> _EXERCISE PROMPT_: Look through the records, and wherever the string "positions" turns up, copy out that line.

<<<<

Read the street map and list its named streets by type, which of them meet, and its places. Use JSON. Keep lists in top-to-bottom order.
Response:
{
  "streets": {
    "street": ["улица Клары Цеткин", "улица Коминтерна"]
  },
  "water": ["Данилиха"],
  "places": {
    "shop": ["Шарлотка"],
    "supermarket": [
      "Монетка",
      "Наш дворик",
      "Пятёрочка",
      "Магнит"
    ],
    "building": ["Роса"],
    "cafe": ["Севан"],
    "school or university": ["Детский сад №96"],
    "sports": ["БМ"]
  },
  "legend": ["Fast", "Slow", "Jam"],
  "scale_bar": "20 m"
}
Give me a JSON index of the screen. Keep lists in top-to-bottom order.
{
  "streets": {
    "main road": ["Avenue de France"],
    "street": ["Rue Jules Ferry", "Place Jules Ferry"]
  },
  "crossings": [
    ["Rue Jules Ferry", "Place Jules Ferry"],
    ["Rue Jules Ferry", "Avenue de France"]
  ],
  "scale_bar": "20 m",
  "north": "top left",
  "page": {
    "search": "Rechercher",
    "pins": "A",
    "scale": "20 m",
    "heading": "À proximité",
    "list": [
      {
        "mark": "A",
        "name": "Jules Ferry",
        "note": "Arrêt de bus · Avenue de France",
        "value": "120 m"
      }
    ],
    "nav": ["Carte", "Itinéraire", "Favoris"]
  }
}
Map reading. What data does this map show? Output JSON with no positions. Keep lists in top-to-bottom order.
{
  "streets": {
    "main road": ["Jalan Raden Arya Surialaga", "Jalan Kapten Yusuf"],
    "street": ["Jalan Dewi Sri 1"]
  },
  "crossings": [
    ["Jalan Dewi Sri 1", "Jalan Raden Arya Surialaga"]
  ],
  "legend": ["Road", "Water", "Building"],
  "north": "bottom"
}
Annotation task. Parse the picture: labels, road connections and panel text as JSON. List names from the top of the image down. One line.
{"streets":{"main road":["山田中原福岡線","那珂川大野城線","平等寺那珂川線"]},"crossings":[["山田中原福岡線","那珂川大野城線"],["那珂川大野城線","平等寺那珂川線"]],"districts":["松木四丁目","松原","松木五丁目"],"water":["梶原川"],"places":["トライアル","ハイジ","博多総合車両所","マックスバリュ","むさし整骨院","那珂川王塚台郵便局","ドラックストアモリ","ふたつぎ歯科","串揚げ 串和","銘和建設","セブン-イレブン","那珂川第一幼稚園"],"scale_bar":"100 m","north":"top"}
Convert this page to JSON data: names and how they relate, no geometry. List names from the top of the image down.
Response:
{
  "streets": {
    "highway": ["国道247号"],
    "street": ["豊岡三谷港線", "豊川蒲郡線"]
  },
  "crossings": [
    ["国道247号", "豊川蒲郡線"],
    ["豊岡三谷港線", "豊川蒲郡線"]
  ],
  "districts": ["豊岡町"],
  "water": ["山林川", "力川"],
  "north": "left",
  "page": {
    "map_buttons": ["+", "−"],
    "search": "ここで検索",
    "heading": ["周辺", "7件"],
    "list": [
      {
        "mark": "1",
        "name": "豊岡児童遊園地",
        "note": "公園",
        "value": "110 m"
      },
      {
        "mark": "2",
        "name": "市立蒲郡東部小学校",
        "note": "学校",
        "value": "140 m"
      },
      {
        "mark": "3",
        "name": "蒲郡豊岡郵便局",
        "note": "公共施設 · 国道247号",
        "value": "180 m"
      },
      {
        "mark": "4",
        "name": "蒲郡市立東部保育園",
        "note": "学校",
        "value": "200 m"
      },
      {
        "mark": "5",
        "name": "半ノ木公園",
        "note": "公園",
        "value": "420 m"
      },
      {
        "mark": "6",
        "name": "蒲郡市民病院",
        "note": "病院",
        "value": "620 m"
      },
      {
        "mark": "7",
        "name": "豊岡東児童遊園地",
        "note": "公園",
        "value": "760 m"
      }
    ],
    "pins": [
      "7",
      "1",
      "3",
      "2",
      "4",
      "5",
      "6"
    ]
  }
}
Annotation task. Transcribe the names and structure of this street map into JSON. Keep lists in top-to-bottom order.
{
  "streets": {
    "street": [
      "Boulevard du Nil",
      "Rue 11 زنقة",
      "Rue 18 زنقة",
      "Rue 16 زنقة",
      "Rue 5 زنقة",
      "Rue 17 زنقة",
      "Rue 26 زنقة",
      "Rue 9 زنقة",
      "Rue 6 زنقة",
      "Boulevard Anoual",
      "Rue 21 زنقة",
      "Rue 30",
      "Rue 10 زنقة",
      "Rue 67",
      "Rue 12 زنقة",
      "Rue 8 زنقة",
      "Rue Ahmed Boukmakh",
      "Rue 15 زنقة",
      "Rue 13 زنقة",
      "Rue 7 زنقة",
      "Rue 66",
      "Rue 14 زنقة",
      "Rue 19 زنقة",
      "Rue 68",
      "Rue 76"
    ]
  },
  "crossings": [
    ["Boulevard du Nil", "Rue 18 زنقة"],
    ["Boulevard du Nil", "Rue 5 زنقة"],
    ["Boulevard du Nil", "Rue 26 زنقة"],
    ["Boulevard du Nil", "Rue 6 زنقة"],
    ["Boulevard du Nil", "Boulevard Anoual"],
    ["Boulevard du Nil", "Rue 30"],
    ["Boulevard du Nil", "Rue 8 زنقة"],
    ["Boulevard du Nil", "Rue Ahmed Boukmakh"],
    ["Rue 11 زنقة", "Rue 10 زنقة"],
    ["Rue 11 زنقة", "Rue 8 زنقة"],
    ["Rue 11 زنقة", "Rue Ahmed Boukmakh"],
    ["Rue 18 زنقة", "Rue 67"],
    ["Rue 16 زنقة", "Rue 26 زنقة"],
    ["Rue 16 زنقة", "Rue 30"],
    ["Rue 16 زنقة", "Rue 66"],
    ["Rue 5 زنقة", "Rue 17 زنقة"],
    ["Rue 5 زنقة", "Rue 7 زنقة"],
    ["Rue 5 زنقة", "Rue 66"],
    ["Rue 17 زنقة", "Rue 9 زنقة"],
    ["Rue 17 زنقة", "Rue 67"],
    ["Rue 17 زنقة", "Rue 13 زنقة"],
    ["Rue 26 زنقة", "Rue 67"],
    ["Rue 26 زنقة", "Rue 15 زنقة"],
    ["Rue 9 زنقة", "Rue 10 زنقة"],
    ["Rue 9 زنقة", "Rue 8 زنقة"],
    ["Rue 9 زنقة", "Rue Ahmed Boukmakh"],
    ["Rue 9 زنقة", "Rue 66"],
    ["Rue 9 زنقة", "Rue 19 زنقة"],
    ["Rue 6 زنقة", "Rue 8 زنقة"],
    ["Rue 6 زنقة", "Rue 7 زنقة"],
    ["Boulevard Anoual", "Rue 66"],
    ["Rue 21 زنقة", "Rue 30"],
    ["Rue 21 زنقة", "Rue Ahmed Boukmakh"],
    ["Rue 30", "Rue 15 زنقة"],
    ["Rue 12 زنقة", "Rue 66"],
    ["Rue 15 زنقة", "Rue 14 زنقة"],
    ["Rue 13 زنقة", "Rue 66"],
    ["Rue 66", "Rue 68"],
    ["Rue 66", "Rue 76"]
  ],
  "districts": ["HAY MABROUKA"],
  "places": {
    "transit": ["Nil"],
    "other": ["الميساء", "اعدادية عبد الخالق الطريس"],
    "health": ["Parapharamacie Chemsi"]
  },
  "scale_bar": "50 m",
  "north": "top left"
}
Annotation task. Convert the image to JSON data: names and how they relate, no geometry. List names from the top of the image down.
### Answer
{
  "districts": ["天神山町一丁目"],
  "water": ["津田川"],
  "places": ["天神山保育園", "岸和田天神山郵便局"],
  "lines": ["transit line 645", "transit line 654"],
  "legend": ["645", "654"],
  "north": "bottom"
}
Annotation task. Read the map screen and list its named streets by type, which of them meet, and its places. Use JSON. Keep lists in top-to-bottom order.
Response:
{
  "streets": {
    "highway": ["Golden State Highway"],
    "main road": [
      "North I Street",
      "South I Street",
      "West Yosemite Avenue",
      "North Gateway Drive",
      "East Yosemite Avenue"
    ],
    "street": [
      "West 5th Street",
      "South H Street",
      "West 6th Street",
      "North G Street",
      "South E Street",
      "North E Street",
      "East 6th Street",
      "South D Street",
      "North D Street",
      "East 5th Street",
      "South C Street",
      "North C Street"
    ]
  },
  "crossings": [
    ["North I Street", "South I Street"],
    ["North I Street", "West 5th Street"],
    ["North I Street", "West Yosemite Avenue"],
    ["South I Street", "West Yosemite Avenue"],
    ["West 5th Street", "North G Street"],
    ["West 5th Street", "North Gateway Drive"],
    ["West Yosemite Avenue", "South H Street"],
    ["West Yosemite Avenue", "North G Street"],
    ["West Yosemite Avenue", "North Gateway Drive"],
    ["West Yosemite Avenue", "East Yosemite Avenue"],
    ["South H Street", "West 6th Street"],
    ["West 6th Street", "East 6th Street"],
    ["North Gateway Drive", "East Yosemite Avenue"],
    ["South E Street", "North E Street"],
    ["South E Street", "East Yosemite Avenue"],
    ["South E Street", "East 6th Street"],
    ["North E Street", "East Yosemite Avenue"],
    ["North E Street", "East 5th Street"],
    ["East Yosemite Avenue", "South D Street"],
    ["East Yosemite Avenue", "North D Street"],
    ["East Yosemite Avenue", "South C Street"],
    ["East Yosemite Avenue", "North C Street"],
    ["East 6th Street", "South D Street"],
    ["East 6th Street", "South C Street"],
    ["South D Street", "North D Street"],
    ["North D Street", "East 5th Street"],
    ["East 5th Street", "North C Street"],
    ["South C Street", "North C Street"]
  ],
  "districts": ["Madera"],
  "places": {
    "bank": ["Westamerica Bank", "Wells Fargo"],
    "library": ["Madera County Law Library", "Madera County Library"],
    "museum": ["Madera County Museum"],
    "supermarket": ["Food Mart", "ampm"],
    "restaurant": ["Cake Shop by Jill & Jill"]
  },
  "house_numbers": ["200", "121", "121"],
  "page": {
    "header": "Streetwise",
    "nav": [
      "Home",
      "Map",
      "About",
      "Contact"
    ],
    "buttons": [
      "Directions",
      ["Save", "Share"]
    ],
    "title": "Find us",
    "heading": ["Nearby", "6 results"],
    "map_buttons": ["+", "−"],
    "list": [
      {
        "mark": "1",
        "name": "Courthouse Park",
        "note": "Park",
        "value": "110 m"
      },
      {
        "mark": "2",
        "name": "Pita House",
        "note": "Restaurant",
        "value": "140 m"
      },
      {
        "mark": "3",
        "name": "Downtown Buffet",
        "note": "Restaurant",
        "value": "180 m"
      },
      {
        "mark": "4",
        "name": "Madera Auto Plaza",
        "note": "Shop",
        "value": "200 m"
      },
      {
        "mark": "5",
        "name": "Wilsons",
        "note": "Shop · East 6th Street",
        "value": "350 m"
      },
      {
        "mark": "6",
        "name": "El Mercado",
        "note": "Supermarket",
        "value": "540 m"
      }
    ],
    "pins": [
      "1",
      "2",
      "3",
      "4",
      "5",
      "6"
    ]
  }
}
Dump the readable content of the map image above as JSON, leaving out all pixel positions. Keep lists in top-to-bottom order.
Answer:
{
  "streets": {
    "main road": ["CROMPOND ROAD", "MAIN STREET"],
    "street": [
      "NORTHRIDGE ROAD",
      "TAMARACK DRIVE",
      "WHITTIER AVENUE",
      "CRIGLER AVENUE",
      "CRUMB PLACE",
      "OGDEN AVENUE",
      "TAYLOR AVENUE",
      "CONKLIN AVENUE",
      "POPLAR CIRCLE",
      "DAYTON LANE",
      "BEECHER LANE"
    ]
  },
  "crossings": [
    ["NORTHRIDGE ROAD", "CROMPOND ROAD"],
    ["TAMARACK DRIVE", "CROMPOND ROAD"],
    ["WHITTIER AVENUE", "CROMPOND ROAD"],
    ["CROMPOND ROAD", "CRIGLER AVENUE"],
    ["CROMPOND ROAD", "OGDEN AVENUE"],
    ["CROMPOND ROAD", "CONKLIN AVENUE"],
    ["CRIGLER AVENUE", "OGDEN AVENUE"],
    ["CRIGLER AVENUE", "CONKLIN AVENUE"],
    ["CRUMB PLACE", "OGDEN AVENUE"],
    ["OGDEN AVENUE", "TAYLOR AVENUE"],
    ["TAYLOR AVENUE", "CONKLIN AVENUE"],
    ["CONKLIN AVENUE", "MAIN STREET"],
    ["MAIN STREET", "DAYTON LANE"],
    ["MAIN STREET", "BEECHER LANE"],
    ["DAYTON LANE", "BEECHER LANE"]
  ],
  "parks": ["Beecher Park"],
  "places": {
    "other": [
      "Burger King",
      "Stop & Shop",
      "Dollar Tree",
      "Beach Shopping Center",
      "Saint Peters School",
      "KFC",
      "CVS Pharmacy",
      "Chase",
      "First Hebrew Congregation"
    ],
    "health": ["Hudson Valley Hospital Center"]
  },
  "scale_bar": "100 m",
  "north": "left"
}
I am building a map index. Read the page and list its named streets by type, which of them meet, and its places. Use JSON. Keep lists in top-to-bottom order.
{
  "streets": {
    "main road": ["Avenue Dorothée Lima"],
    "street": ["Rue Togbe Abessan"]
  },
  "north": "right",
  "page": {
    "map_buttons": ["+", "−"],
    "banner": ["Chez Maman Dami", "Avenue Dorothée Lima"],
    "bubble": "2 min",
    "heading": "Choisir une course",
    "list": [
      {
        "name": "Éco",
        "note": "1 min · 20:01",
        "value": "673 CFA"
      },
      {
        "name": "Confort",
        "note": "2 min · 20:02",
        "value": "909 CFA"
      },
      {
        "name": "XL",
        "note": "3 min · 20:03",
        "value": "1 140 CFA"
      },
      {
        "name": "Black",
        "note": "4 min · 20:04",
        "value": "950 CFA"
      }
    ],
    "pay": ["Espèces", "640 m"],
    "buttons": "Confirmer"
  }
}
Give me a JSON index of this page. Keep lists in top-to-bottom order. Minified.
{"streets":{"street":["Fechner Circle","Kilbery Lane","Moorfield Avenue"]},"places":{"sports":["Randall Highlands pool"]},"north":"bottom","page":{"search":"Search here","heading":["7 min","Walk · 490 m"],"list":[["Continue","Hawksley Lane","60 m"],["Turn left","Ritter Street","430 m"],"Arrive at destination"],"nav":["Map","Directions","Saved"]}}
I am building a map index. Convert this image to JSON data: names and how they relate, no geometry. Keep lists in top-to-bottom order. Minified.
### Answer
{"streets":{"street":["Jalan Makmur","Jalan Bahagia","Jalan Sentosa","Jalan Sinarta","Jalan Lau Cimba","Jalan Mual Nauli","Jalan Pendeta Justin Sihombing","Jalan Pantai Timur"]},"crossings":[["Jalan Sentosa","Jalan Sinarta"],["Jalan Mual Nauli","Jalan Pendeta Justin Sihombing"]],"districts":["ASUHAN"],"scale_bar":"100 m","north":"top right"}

>>>>

> _TASK RESULT_:
Map reading. What data does this map show? Output JSON with no positions. Keep lists in top-to-bottom order.
Dump the readable content of the map image above as JSON, leaving out all pixel positions. Keep lists in top-to-bottom order.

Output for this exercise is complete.